Exercise requirements - Verbatim reproduction of the entries is required; images must be omitted.

(Collected data entries)

--

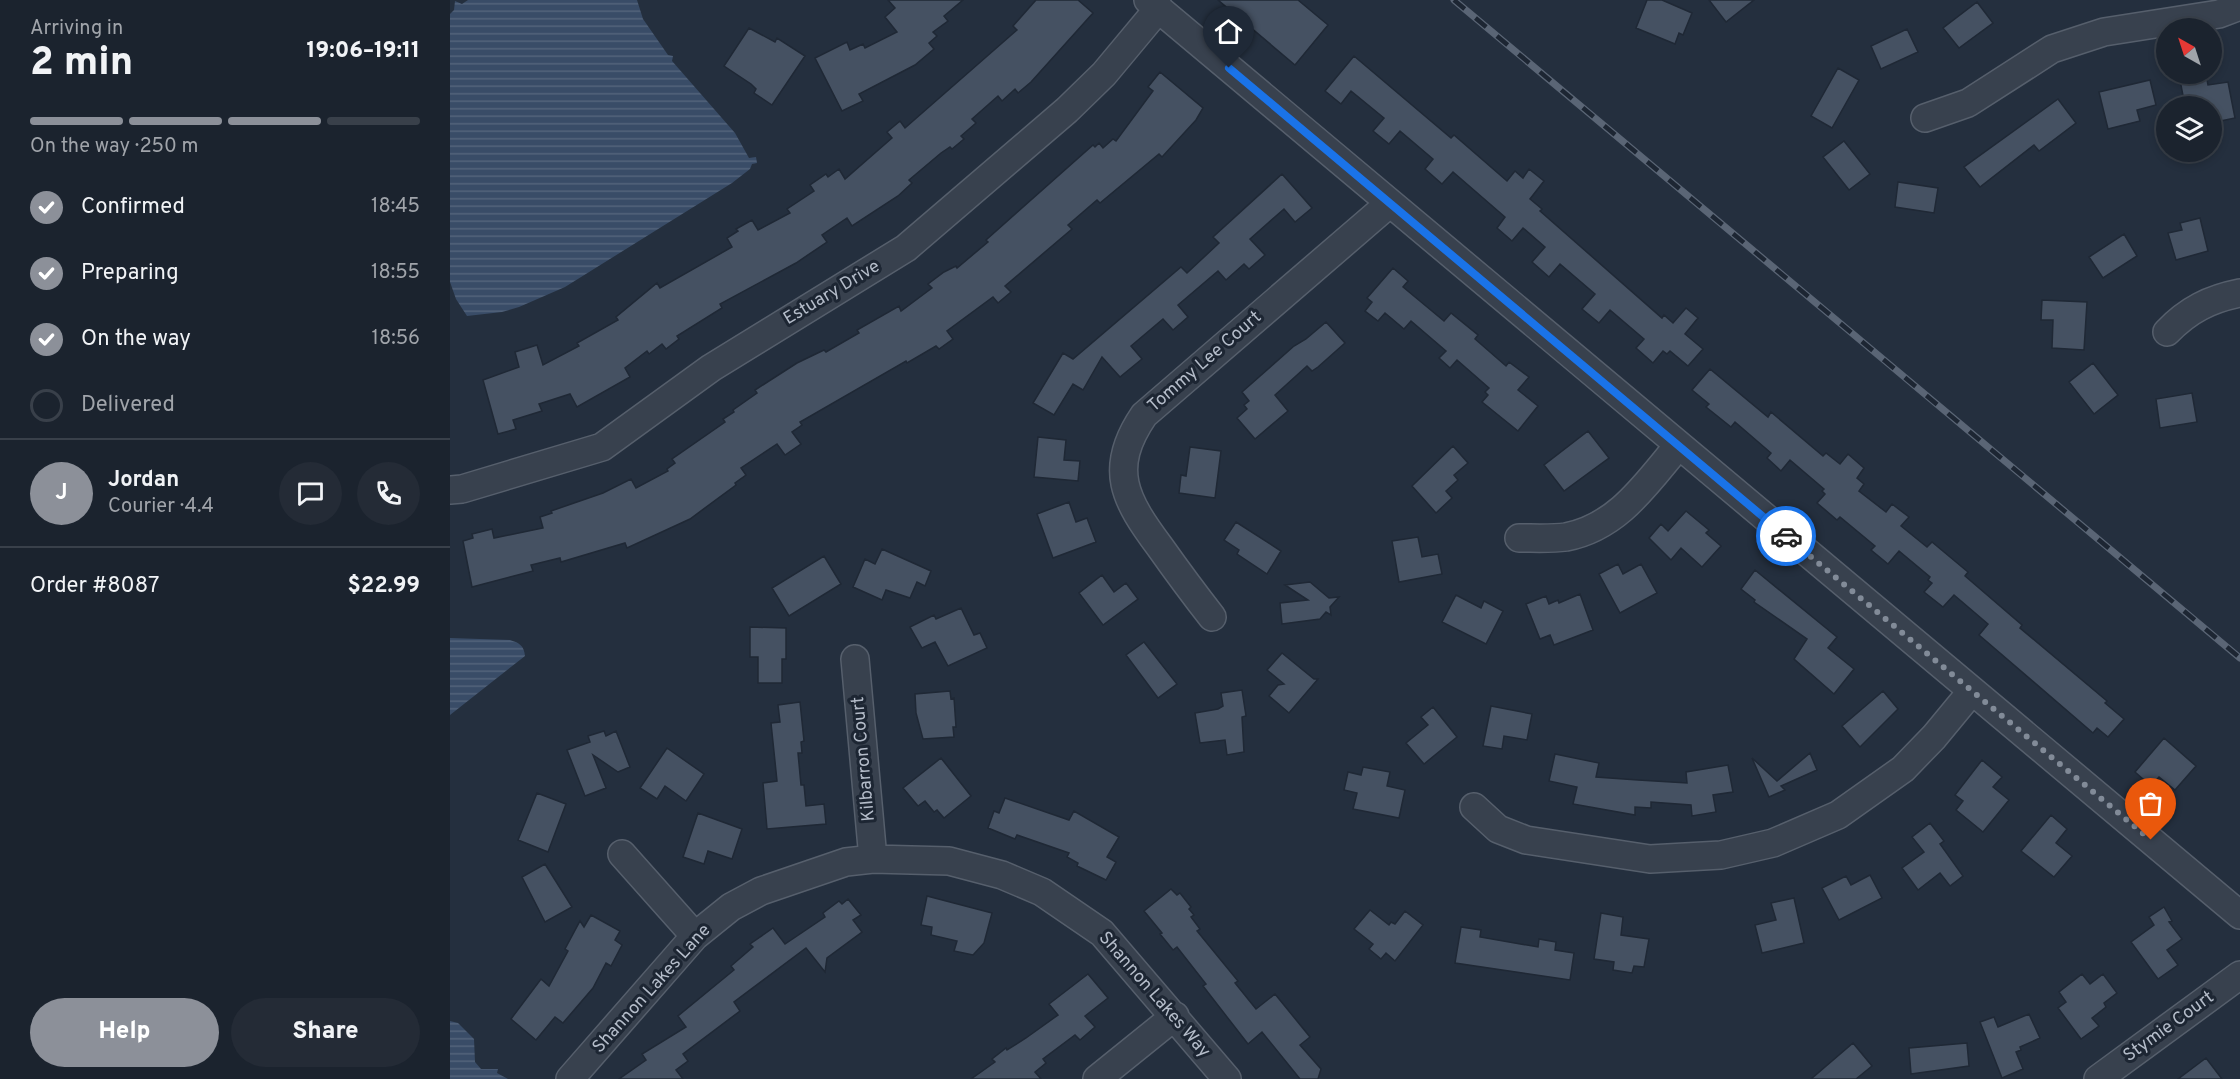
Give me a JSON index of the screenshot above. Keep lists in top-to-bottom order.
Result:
{
  "streets": {
    "street": [
      "Estuary Drive",
      "Tommy Lee Court",
      "Kilbarron Court",
      "Shannon Lakes Lane",
      "Shannon Lakes Way",
      "Stymie Court"
    ]
  },
  "crossings": [
    ["Kilbarron Court", "Shannon Lakes Lane"],
    ["Kilbarron Court", "Shannon Lakes Way"],
    ["Shannon Lakes Lane", "Shannon Lakes Way"]
  ],
  "north": "top left",
  "page": {
    "heading": ["2 min", "Arriving in", "19:06–19:11"],
    "panel": [
      "Jordan",
      "Courier · 4.4",
      "Order #8087",
      "$22.99"
    ],
    "bar": "On the way · 250 m",
    "list": [
      ["Confirmed", "18:45"],
      ["Preparing", "18:55"],
      ["On the way", "18:56"],
      "Delivered"
    ],
    "round": "J",
    "buttons": ["Help", "Share"]
  }
}
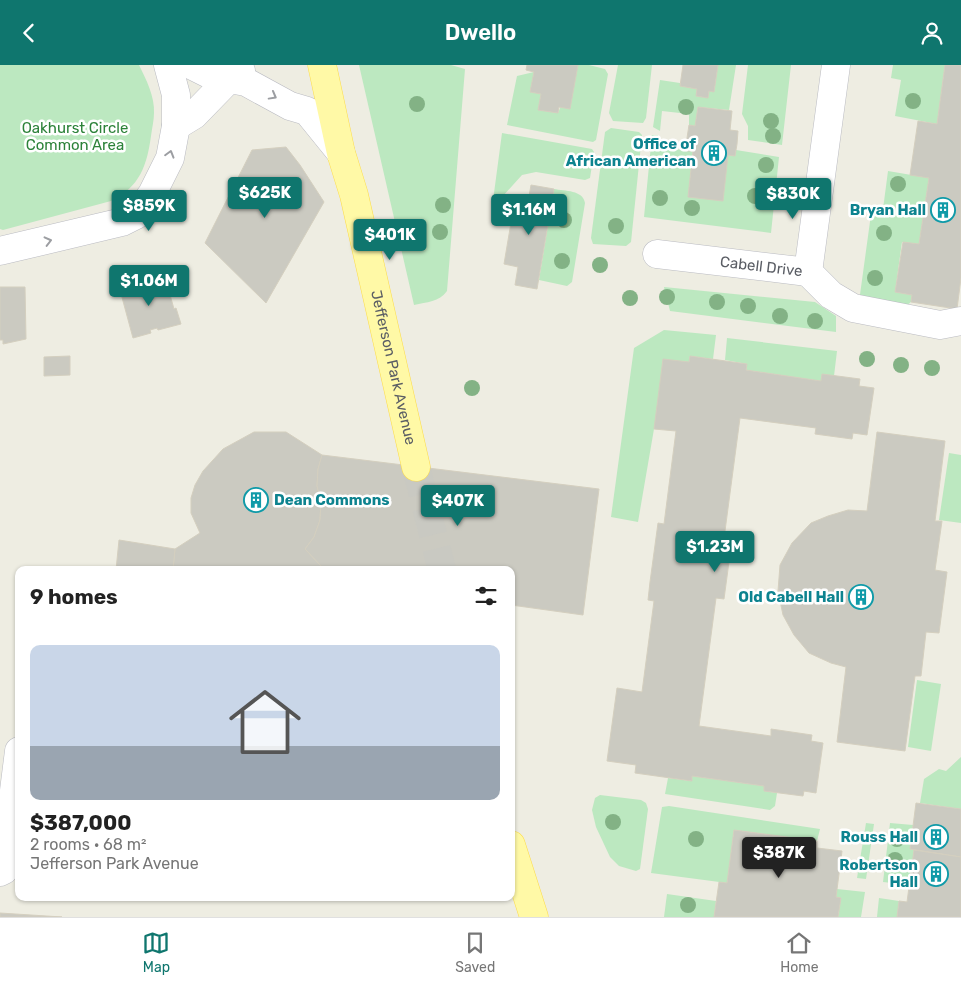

--

Your solution -
Give me a JSON index of the screenshot above. Keep lists in top-to-bottom order.
Result:
{
  "streets": {
    "street": [
      "Estuary Drive",
      "Tommy Lee Court",
      "Kilbarron Court",
      "Shannon Lakes Lane",
      "Shannon Lakes Way",
      "Stymie Court"
    ]
  },
  "crossings": [
    ["Kilbarron Court", "Shannon Lakes Lane"],
    ["Kilbarron Court", "Shannon Lakes Way"],
    ["Shannon Lakes Lane", "Shannon Lakes Way"]
  ],
  "north": "top left",
  "page": {
    "heading": ["2 min", "Arriving in", "19:06–19:11"],
    "panel": [
      "Jordan",
      "Courier · 4.4",
      "Order #8087",
      "$22.99"
    ],
    "bar": "On the way · 250 m",
    "list": [
      ["Confirmed", "18:45"],
      ["Preparing", "18:55"],
      ["On the way", "18:56"],
      "Delivered"
    ],
    "round": "J",
    "buttons": ["Help", "Share"]
  }
}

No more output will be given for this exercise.